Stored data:
# # #

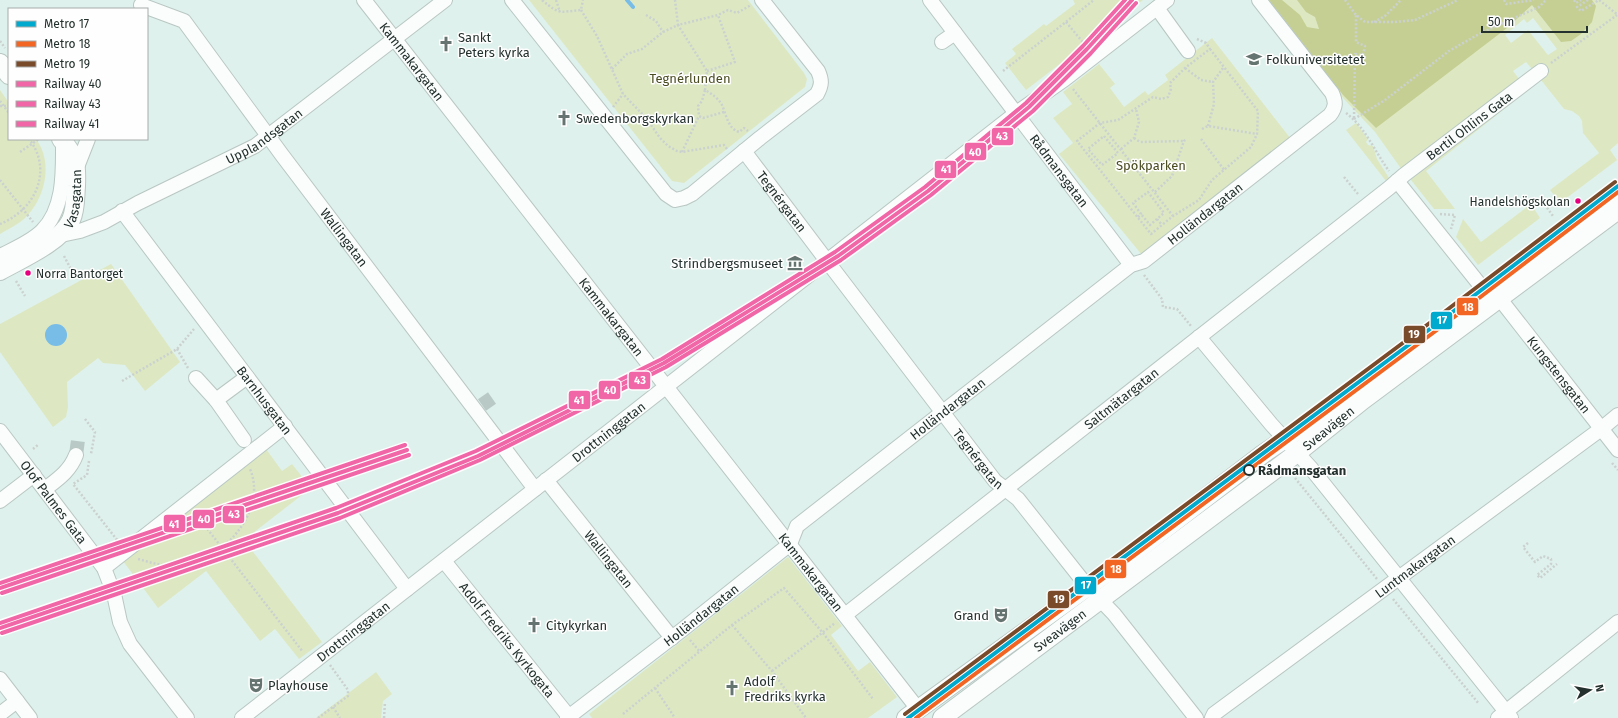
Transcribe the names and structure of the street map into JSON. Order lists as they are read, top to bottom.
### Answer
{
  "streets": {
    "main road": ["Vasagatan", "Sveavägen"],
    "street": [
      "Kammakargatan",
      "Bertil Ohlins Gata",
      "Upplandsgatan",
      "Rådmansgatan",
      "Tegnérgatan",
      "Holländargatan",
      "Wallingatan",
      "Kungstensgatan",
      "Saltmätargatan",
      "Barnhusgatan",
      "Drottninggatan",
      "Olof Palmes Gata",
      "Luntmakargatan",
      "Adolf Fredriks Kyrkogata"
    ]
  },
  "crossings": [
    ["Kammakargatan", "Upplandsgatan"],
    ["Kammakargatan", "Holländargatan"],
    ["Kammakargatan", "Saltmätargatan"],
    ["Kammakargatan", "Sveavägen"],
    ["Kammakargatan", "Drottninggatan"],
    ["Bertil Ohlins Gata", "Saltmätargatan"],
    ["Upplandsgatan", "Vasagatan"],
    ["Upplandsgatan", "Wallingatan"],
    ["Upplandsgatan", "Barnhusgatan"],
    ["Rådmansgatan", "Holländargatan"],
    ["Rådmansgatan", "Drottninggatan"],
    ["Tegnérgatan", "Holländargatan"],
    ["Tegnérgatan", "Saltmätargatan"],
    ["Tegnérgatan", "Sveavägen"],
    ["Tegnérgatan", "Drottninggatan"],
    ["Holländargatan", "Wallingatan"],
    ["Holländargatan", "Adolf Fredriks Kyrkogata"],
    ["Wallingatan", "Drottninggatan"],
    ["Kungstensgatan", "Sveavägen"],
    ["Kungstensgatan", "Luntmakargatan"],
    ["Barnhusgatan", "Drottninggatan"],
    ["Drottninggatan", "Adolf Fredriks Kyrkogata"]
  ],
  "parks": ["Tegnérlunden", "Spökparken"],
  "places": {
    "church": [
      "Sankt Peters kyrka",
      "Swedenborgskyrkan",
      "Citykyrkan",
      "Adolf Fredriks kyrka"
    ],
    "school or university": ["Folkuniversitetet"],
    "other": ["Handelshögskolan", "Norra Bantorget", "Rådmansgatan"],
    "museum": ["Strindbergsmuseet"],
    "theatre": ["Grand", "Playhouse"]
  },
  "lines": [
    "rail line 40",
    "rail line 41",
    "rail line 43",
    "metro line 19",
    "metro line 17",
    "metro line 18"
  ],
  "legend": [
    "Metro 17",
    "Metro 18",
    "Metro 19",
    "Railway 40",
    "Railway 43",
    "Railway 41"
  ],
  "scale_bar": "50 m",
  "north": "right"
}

# # #

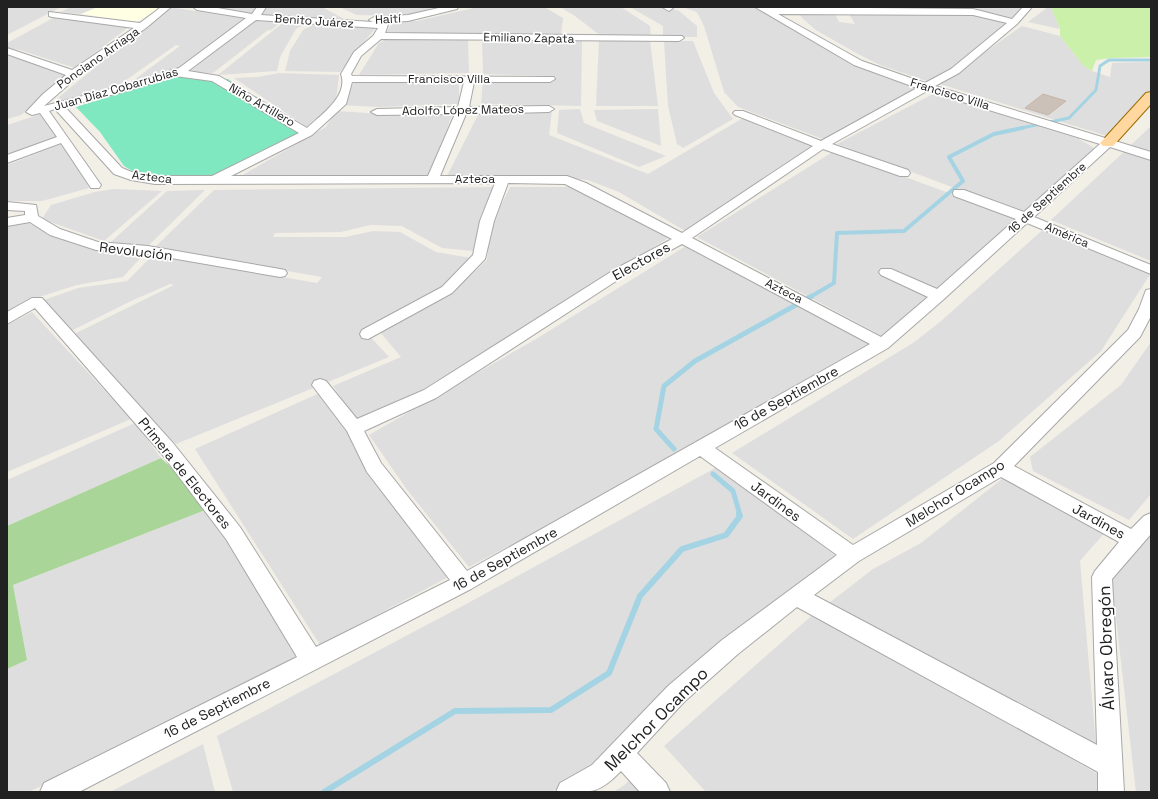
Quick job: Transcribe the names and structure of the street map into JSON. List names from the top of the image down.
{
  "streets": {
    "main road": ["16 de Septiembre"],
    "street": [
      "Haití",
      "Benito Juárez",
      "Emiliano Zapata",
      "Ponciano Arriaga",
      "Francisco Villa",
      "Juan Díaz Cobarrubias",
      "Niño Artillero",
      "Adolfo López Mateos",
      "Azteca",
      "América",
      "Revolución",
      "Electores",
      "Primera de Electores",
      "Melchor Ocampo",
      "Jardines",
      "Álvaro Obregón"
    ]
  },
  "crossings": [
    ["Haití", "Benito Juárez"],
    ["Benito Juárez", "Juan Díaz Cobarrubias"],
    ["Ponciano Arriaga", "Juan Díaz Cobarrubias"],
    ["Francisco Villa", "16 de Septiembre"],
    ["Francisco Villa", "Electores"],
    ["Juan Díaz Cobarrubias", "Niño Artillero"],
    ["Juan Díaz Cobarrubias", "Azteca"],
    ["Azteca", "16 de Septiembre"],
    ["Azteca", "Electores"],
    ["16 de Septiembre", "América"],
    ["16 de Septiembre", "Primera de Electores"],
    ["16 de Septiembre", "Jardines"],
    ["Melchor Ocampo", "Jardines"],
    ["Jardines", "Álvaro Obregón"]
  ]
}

# # #

• **Try it**
Retrieve every line above holding the word "Kungstensgatan".

• **Reply to the task**
      "Kungstensgatan",
    ["Kungstensgatan", "Sveavägen"],
    ["Kungstensgatan", "Luntmakargatan"],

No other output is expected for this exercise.